8. Rule 65(A) and (B) of the Rules set out the basis upon which a Trial Chamber may order the provisional release of an accused:

(A) Once detained, an accused may not be released except upon an order of a Trial Chamber.

(B) Release may be ordered by a Trial Chamber only after hearing the Host Country and only if it is satisfied that the accused will appear for trial and, if released , will not pose a danger to any victim, witnesses or other person.

9. The Accused refers to the fact that Rule 65 (B) was amended with effect from the 7 December 1999, in that the requirement to show “exceptional circumstances” was removed.3 He states that this amendment brought Rule 65 in line with Article 5.3 of the European Convention on Human Rights , which provides that everyone arrested or detained shall be brought promptly before a judge and shall be entitled to trial within a reasonable time or release pending trial and that release may be conditioned by guarantees.4

10. The amendment of Rule 65 has resulted in various interpretations by Trial Chambers as to what the requirements of the Rule now are and how they should be satisfied . Consequently, this Trial Chamber feels it should set out how, in its view, the question of detention and Rule 65(B) should be construed.

A. Amendment of Rule 65(B) of the Rules

11. In addition to those that are still included, Rule 65(B) originally included a requirement that provisional release could be ordered by a Trial Chamber “only in exceptional circumstances.” Under this rule it seemed that detention was considered to be the rule and not the exception.
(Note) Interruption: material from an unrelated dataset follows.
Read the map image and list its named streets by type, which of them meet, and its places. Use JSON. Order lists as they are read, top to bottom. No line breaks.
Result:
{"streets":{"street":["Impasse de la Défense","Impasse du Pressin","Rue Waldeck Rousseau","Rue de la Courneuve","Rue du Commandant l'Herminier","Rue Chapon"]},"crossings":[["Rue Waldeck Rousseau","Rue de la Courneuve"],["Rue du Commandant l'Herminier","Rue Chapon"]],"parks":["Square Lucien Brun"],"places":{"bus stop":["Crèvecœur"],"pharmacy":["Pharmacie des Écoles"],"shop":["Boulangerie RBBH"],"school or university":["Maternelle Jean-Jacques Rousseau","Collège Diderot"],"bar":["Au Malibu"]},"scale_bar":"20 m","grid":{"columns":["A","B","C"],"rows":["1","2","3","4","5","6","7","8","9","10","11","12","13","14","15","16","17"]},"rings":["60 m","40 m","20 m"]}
However, some decisions issued by Trial Chambers concluded that the fact that the burden was on the accused and that he had to show that exceptional circumstances existed before release could be granted, was justified given the gravity of the crimes charged and the unique circumstances in which the Tribunal operated.5

12. The requirement to show “exceptional circumstances” meant that in reality Trial Chambers granted provisional release in very rare cases. These were limited to those where for example, very precise and specific reasons presented themselves which leant strongly in favour of release. Thus, for example, Trial Chambers, before the amendment was adopted, accepted that a life-threatening illness or serious illness of the accused or immediate family members constituted exceptional circumstances justifying release, while illnesses of a less severe nature did not.6 As stated, the burden remained on an accused at all times to demonstrate to the satisfaction of the Trial Chamber that such circumstances existed. Should the Trial Chamber conclude that they did not, release would not be ordered.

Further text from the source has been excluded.